UNASSIGNED: Biallelic TTNtv should be considered when evaluating children with severe and early-onset DCM, particularly if skeletal and muscular abnormalities are present, e.g., arthrogryposis multiplex and congenital progressive myopathy. End-stage heart failure is common and may require HT.
摘要:
■单等位基因和双等位基因TTN截短变体(TTNtv)可能与不同年龄的肌肉骨骼和心脏疾病有关。尽管杂合子TTNtv在普通人群中的患病率相对较高,心脏表型(主要是心肌病,在儿童中很少描述双等位基因性肌动蛋白病的CMP)。
■我们回顾了双等位基因TTNtv和心脏受累的儿科患者的医疗记录。临床外显子组测序排除了主要CMP基因中的致病性/可能的致病性变异。
■包括5名患有双等位基因TTNtv的儿科患者(4名男性)。在4例患者中观察到严重的多发性关节炎;没有患者表现出智力障碍。在心脏水平,先天性心脏缺陷(心房和室间隔缺损,n=3)和左心室致密化(n=1)。所有患者均在一名患者出生时诊断为扩张型心肌病(DCM),其他四名患者在10、13、14和17岁时诊断为扩张型心肌病。心律监测显示快速性心律失常(室性早搏,n=2;非持续性室性心动过速,n=2)和夜间一级房室传导阻滞(n=2)。在所有患者中进行了心脏磁共振(CMR)成像,并在三名患者中发现了特殊的晚钆增强分布。两名患者存在高CK血症,四名患者存在终末期心力衰竭。需要心脏移植(HT)的终末器官损伤在两名患者中显示,手术成功的人。

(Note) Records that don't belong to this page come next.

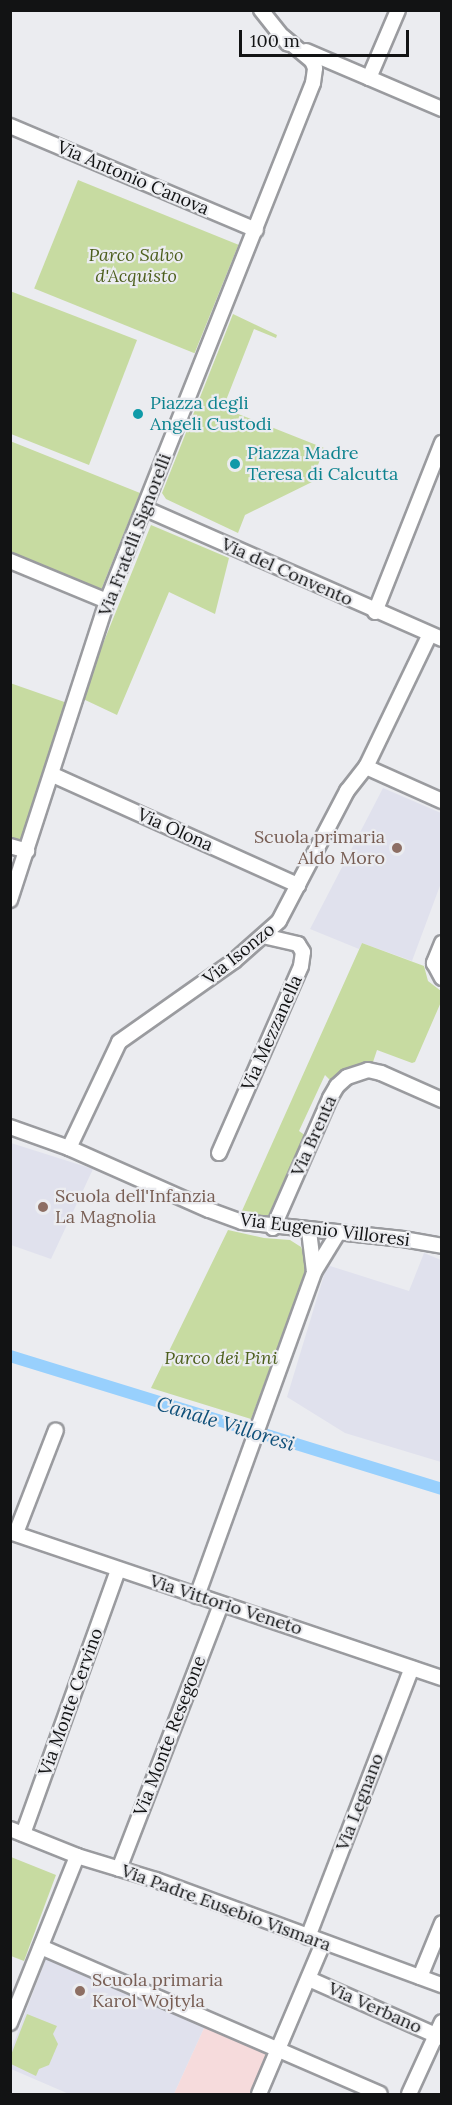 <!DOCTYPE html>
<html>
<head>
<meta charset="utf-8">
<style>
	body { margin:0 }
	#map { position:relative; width:452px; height:2105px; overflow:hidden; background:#ebecf0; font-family:Lora,serif }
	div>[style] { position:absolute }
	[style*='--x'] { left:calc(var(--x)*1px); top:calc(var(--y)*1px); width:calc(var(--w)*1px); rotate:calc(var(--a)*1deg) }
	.built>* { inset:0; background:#e0e1ed }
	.industrial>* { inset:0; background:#f6dbdc }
	.green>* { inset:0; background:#c7dba1; transform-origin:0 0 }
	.canal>* { height:12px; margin:-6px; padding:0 6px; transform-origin:6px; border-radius:6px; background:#98d0fd }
	.roads { filter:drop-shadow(2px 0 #9a9b9f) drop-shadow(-2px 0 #9a9b9f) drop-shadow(0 2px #9a9b9f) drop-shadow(0 -2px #9a9b9f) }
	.minor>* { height:14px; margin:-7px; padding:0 7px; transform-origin:7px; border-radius:7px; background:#fff }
	.dots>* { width:16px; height:16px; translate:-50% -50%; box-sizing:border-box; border:3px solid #ebecf0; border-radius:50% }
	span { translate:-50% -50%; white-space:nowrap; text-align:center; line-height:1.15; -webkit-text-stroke:4.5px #ebecf0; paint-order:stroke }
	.street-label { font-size:18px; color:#121314 }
	.park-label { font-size:18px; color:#4d5f1d; font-style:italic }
	.culture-label { font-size:18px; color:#0d838f }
	.left { translate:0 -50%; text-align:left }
	.education-label { font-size:18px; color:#785e54 }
	.right { translate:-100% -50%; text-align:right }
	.water-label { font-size:20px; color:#0e4f79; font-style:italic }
	.frame { position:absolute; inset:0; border:12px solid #121314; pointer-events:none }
	.scale { position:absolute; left:239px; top:30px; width:170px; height:27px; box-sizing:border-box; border:3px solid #121314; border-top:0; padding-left:8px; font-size:18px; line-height:21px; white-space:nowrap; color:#121314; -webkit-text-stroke:4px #ebecf0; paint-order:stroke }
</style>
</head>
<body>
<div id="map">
	<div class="built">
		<div style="clip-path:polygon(383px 788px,441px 813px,441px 883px,412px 961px,362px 943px,359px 949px,310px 929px)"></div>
		<div style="clip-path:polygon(11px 1143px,93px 1169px,51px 1259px,11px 1245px)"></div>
		<div style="clip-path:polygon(424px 1253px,441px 1260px,441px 1462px,345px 1433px,287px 1397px,327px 1265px,409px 1291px)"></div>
		<div style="clip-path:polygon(47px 1956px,205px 2026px,174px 2094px,69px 2094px,11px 2069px,10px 2053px)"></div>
	</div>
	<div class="industrial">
		<div style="clip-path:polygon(205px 2026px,267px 2055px,253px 2094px,174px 2094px)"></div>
	</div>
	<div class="green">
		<div style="left:78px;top:180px;width:173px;height:117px;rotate:22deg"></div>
		<div style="clip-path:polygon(10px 291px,137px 340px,89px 465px,11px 434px)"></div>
		<div style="clip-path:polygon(233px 314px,277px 335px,276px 338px,254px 329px,223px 408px,324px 448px,312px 482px,245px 515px,238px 533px,166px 499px,162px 493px)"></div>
		<div style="clip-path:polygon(10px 441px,140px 493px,101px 590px,11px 553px)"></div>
		<div style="clip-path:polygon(151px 525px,229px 558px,215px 614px,169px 592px,117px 715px,81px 698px)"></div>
		<div style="clip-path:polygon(10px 683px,73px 705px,23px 842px,11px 838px)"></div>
		<div style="clip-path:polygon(362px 943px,424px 966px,428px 981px,441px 991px,441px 1002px,415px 1062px,412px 1063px,377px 1050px,372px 1065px,350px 1068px,332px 1082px,325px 1075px,299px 1131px,306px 1136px,272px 1214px,264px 1218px,241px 1213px)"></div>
		<div style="clip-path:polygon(228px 1230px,264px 1238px,290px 1240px,301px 1247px,307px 1261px,306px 1271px,251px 1419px,151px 1388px)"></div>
		<div style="clip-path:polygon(11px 1857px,56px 1875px,24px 1961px,11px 1956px)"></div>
		<div style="clip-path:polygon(27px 2014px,57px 2026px,53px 2034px,58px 2044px,49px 2065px,39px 2069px,36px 2076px,11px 2064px,11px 2055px)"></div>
	</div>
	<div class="canal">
		<div style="--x:10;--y:1356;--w:452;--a:17.1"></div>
	</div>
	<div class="roads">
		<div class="minor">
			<div style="--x:261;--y:10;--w:43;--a:51.5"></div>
			<div style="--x:306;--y:51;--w:148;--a:23.1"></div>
			<div style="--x:369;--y:78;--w:74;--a:-66.9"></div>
			<div style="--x:10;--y:126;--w:267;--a:22.9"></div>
			<div style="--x:146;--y:509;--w:323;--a:23.7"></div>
			<div style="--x:10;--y:561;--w:105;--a:22.4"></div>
			<div style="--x:375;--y:612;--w:182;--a:-68.4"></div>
			<div style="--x:366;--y:767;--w:83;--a:24.1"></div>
			<div style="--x:53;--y:775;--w:269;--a:24.2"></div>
			<div style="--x:10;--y:846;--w:18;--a:16"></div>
			<div style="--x:10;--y:900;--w:314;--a:-72"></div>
			<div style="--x:107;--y:601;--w:557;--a:-68.31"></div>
			<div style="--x:313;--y:83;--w:15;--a:-82"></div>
			<div style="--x:315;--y:68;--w:8;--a:-113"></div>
			<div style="--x:312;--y:61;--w:38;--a:-140"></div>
			<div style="--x:442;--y:943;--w:22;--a:112"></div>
			<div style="--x:434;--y:963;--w:17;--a:62"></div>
			<div style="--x:10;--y:1127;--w:63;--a:19.6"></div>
			<div style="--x:69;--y:1148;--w:153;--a:23.9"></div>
			<div style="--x:209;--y:1210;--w:35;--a:20"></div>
			<div style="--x:242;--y:1222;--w:162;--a:6"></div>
			<div style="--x:403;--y:1239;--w:40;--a:10"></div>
			<div style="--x:69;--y:1148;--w:117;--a:-64.7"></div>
			<div style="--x:119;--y:1042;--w:141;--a:-35.2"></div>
			<div style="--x:234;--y:961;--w:60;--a:-41.6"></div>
			<div style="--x:279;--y:921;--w:147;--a:-62.4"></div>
			<div style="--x:347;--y:791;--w:31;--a:-52"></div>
			<div style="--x:366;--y:767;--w:145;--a:-64.3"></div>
			<div style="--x:219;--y:1153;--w:204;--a:-66.3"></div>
			<div style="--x:301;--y:966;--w:14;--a:-82"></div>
			<div style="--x:303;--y:952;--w:9;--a:-122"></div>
			<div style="--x:298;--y:944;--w:35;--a:-167"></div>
			<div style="--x:273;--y:1228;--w:142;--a:-66.3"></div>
			<div style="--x:330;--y:1098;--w:14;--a:-60"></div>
			<div style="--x:337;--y:1086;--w:13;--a:-42"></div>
			<div style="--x:347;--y:1077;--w:22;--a:-18"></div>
			<div style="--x:368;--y:1070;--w:13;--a:13"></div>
			<div style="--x:381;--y:1073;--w:67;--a:23.9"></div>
			<div style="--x:309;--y:1231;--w:39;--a:83"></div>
			<div style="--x:10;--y:1532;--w:456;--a:18.7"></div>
			<div style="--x:16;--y:1533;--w:110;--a:-68.8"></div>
			<div style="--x:197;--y:1596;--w:344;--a:-70.1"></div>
			<div style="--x:314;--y:1272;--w:46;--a:-58.4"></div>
			<div style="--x:10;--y:1829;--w:72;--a:21.9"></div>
			<div style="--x:77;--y:1856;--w:83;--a:16.9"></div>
			<div style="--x:156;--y:1880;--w:305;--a:20.2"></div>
			<div style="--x:23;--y:1834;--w:281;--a:-70.2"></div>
			<div style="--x:119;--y:1869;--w:284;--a:-68.9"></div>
			<div style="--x:308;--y:1937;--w:288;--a:-68.9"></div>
			<div style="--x:41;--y:1947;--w:369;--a:23.4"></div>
			<div style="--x:420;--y:1977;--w:58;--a:-67.8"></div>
			<div style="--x:309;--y:1979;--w:145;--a:23.9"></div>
			<div style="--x:10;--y:2023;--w:180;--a:-68.1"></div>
			<div style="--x:259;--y:2094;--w:164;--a:-67"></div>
			<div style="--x:409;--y:2094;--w:79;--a:-65.4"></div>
		</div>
	</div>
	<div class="dots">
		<div style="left:138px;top:414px;background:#0f9aa8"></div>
		<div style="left:235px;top:464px;background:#0f9aa8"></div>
		<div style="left:397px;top:848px;background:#8d6e63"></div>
		<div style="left:43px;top:1207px;background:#8d6e63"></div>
		<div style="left:80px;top:1991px;background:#8d6e63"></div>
	</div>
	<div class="street-label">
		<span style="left:133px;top:178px;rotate:23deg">Via Antonio Canova</span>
		<span style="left:135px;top:535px;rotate:-69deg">Via Fratelli Signorelli</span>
		<span style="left:287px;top:572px;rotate:24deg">Via del Convento</span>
		<span style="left:175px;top:830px;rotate:24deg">Via Olona</span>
		<span style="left:239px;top:954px;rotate:-39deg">Via Isonzo</span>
		<span style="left:272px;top:1033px;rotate:-66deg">Via Mezzanella</span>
		<span style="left:314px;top:1136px;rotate:-66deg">Via Brenta</span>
		<span style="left:325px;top:1230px;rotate:7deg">Via Eugenio Villoresi</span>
		<span style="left:226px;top:1605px;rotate:18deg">Via Vittorio Veneto</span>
		<span style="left:71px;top:1702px;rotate:-70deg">Via Monte Cervino</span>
		<span style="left:170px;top:1736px;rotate:-69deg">Via Monte Resegone</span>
		<span style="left:360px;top:1802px;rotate:-69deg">Via Legnano</span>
		<span style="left:226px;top:1908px;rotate:20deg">Via Padre Eusebio Vismara</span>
		<span style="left:375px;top:2008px;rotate:24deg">Via Verbano</span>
	</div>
	<div class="park-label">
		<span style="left:136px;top:266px">Parco Salvo<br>d'Acquisto</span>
		<span style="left:221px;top:1358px">Parco dei Pini</span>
	</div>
	<div class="culture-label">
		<span class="left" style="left:150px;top:414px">Piazza degli<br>Angeli Custodi</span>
		<span class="left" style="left:247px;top:464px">Piazza Madre<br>Teresa di Calcutta</span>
	</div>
	<div class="education-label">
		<span class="right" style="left:385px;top:848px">Scuola primaria<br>Aldo Moro</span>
		<span class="left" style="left:55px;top:1207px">Scuola dell'Infanzia<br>La Magnolia</span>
		<span class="left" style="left:92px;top:1991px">Scuola primaria<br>Karol Wojtyla</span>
	</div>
	<div class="water-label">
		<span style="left:226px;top:1423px;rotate:17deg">Canale Villoresi</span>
	</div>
	<div class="frame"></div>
	<div class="scale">100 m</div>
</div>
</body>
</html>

■在评估患有严重和早发性DCM的儿童时,应考虑双等位基因TTNtv,特别是如果存在骨骼和肌肉异常,例如,多发性关节炎和先天性进行性肌病。终末期心力衰竭很常见,可能需要HT。
■我们回顾了双等位基因TTNtv和心脏受累的儿科患者的医疗记录。临床外显子组测序排除了主要CMP基因中的致病性/可能的致病性变异。
■包括5名患有双等位基因TTNtv的儿科患者(4名男性)。在4例患者中观察到严重的多发性关节炎;没有患者表现出智力障碍。在心脏水平,先天性心脏缺陷(心房和室间隔缺损,n=3)和左心室致密化(n=1)。所有患者均在一名患者出生时诊断为扩张型心肌病(DCM),其他四名患者在10、13、14和17岁时诊断为扩张型心肌病。心律监测显示快速性心律失常(室性早搏,n=2;非持续性室性心动过速,n=2)和夜间一级房室传导阻滞(n=2)。在所有患者中进行了心脏磁共振(CMR)成像,并在三名患者中发现了特殊的晚钆增强分布。两名患者存在高CK血症,四名患者存在终末期心力衰竭。需要心脏移植(HT)的终末器官损伤在两名患者中显示,手术成功的人。
■在评估患有严重和早发性DCM的儿童时,应考虑双等位基因TTNtv,特别是如果存在骨骼和肌肉异常,例如,多发性关节炎和先天性进行性肌病。终末期心力衰竭很常见,可能需要HT。